Très loin de la pop, même sombre, de Cross Record, et loin également de celle proposée, en 2018, via le projet Loma, Emily dit avoir été profondément marquée par son activité récente avec ceux qui sont sur le point de passer de l’autre côté. « Je crois que le fait de travailler avec [ceux qui] mourraient m’a procuré un sentiment de liberté de faire ce que je veux et de ne pas avoir peur de ce qui va se passer », disait-elle à la plateforme Bandcamp. « Sur cet album, j’ai pu m’amuser et ne pas trop m’inquiéter de savoir si les gens allaient aimer le disque, ou bien même y réagir. C’est sans doute parce que j’ai passé pas mal de temps à penser récemment à ma propre mortalité… » Très investie dans ses nouvelles activités, l’américaine a même organisé, au cours des derniers mois et après avoir découvert le procédé via un documentaire de Vice tourné depuis Séoul, en Corée du Sud, une série de Living Funerals, des cérémonies de trois heures qui encouragent les participants à « vivre » leur propre mort et à faire la paix avec celle-ci.

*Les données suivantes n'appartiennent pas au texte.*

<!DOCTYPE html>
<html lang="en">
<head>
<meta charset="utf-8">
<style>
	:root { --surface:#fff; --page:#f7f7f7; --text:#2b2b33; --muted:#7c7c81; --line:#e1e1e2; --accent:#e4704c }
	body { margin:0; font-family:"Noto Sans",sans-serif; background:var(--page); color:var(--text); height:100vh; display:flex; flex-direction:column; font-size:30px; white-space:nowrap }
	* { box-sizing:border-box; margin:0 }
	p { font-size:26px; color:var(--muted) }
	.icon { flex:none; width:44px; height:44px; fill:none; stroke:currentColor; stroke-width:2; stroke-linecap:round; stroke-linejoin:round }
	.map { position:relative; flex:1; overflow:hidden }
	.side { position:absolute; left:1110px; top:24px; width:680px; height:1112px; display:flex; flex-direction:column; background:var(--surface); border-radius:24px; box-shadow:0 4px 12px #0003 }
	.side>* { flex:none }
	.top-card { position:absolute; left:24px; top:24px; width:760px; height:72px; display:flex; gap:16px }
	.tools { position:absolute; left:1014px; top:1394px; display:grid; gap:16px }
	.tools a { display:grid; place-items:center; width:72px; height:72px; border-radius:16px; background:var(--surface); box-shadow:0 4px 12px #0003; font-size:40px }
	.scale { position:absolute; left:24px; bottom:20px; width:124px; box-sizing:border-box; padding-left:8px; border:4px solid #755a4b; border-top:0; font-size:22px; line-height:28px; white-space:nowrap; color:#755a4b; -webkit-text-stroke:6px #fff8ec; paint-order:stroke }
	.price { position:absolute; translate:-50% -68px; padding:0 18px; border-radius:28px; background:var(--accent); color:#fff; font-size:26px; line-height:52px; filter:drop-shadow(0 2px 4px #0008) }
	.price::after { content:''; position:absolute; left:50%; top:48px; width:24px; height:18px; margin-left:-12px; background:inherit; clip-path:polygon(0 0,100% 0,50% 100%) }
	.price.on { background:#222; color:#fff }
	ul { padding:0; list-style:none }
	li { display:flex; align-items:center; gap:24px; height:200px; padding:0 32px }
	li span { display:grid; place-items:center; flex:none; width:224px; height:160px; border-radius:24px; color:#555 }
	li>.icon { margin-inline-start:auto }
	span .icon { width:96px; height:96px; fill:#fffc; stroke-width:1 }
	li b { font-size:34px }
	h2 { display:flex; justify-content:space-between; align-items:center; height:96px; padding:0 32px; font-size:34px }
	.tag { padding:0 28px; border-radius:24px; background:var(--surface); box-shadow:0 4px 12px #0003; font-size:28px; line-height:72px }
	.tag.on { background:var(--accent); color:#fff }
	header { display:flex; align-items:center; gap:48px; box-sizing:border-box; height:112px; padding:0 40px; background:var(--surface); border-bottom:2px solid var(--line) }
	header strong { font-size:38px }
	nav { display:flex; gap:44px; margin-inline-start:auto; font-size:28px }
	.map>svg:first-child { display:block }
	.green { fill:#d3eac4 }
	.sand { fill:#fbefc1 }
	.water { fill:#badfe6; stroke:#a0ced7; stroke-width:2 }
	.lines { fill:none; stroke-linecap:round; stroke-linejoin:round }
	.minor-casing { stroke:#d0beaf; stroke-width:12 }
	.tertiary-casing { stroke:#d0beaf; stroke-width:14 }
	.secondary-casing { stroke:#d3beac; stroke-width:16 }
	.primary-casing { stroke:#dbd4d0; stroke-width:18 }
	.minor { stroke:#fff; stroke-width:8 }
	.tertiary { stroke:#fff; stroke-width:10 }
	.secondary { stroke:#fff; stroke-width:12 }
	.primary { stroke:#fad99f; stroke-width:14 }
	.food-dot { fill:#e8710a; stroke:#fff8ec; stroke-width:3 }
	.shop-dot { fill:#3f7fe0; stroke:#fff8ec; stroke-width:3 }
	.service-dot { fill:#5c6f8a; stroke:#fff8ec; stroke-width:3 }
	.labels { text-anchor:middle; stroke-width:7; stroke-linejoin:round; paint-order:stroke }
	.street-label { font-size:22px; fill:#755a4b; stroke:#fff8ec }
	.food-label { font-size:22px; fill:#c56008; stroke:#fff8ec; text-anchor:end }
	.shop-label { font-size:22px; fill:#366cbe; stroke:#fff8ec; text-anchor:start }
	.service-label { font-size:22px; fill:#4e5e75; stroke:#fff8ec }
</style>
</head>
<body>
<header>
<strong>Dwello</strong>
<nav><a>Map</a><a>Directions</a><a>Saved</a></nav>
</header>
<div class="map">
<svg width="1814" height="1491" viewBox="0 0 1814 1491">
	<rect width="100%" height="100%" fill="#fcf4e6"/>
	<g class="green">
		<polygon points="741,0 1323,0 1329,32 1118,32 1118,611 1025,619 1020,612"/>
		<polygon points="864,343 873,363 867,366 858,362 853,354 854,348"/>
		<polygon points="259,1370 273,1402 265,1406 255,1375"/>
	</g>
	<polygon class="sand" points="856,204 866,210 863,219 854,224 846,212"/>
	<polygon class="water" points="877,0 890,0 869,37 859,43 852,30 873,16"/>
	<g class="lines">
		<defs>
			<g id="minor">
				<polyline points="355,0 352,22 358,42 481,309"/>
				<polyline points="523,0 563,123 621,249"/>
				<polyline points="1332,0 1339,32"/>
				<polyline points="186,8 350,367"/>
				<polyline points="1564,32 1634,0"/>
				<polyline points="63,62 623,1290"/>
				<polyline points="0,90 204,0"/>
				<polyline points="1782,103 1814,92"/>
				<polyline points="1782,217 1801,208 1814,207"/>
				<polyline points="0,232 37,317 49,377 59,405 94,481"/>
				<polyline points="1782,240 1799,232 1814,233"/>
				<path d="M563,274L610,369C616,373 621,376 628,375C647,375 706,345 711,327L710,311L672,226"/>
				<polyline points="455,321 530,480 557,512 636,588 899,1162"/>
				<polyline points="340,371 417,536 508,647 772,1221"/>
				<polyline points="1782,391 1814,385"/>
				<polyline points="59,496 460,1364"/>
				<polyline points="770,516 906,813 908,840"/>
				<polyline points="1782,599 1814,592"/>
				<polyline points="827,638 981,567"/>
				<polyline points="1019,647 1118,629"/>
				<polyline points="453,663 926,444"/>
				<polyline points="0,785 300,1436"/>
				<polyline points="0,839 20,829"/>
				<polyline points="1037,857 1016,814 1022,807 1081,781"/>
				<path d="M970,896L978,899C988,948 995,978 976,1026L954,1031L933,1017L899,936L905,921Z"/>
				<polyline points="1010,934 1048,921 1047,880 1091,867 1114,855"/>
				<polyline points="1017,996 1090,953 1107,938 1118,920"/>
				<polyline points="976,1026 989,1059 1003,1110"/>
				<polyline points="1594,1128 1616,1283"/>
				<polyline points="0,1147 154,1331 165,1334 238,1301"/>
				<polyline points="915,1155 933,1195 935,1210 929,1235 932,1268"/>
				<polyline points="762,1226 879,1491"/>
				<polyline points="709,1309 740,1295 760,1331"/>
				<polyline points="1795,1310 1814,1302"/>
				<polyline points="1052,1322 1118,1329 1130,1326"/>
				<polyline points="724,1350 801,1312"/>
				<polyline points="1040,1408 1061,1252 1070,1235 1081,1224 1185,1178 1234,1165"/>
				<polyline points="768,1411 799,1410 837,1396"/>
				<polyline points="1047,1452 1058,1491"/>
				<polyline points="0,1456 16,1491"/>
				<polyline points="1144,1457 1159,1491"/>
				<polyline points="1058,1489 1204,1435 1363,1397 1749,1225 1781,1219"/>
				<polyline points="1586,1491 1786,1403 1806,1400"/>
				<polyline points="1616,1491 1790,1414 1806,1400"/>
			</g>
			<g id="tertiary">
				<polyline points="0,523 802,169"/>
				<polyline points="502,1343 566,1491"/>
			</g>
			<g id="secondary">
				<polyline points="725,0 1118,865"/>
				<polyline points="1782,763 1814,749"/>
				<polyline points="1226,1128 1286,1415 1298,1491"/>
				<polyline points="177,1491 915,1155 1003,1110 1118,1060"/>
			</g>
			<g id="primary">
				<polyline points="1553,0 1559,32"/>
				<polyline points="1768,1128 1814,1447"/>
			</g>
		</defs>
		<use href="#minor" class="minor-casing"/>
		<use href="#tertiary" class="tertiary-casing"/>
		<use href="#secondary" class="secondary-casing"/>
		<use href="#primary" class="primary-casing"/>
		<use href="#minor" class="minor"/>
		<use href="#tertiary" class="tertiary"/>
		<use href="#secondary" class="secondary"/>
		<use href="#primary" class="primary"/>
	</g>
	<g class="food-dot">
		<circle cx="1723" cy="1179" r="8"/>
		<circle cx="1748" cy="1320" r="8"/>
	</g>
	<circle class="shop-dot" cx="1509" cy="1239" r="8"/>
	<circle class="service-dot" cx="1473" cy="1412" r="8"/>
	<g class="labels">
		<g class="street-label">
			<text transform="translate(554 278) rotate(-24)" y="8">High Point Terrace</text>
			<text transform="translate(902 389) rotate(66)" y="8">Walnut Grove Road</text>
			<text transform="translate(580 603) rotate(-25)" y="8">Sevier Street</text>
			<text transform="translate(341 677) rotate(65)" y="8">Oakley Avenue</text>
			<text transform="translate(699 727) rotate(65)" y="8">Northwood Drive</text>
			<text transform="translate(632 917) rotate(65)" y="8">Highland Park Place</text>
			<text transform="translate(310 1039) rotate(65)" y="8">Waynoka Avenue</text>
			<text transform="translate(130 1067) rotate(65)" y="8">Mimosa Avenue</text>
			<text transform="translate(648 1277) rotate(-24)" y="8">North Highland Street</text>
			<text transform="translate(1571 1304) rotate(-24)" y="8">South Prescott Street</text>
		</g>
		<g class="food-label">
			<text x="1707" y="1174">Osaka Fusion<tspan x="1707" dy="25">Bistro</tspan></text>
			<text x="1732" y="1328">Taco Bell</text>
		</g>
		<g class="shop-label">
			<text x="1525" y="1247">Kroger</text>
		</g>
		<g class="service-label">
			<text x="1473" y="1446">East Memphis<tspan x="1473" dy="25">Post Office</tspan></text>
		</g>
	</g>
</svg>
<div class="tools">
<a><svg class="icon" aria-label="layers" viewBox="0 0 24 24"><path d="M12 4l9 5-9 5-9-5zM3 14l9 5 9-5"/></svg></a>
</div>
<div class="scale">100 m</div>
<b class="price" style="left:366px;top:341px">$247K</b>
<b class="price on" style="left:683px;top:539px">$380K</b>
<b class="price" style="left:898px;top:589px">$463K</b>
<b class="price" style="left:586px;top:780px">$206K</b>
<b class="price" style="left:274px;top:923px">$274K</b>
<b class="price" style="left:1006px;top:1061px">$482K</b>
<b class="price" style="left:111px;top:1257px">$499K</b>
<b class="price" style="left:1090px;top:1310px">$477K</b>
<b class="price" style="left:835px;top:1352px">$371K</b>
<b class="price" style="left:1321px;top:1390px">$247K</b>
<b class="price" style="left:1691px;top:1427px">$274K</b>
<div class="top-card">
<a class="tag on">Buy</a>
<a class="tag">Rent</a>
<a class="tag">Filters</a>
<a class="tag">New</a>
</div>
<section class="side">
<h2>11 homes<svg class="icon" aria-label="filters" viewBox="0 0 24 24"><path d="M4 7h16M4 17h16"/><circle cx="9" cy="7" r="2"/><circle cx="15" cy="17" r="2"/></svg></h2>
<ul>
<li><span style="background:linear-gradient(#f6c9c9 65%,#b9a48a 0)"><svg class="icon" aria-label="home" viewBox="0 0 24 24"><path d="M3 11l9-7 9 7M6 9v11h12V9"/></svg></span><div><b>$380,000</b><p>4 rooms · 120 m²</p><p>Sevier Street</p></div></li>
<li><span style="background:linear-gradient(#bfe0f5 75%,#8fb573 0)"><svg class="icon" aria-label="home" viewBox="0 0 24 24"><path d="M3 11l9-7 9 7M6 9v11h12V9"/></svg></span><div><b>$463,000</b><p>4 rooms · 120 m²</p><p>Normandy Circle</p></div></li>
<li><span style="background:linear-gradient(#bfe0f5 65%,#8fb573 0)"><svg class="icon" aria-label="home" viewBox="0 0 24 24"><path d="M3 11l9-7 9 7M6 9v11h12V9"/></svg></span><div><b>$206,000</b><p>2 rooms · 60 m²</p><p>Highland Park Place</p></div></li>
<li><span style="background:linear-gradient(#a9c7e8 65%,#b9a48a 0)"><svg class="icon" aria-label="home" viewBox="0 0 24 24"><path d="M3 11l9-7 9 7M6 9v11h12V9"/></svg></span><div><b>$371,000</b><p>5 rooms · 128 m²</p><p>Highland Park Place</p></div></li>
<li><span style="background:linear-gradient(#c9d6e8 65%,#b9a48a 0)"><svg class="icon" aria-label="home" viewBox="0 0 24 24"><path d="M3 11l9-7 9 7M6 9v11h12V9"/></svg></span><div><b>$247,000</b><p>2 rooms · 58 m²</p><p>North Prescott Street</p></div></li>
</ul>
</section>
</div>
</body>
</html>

Cette proximité nouvelle avec l’Après, qui a viscéralement constitué le fond de ce troisième album sous l’acronyme Cross Record, on a cru directement la voir avec la pochette de l’album, qui représente Emily sur le Lake Austin, au Texas, en train de faire seule de l’aviron au milieu du lac, photographiée par Julian Neel, « un mec très cool (…) » dont Emily admire « l’œil pour ses compositions intéressantes et le style décontracté ». Autour d’elle un ciel gris, et la sensation d’un silence inamovible. Peut-être traverse-t-elle, à sa manière, le Styx et ce fleuve qui, dans la mythologie grecque, puis dans d’autres, mènerait aux portes de l’Enfer, et trace la route entre ce qui est vivant et ce qui ne l’est plus tellement. Emily, jointe par mail, y voit en réalité surtout pour sa part une illustration d’une aventure collective devenue quasiment exclusivement solo : 

« J’aime faire de l’aviron, et j’ai pensé que cela pourrait faire une jolie photo… juste moi sur le lac. C’est important pour moi d’être dans (ou sur) l’eau au moins plusieurs fois par semaines afin de conserver une santé mentale optimale. J’ai aussi pensé que l’image pourrait être frappante si l’on pouvait faire la photo sans personne en arrière-plan. Cet après-midi-là a été particulièrement brumeux et frais au Lake d’Austin, Texas, alors nous avons eu de la chance. Ce disque ressemble plus à une aventure solo que mon précédent album, alors moi seule dans un bateau sur l’eau, ça me convenait parfaitement. »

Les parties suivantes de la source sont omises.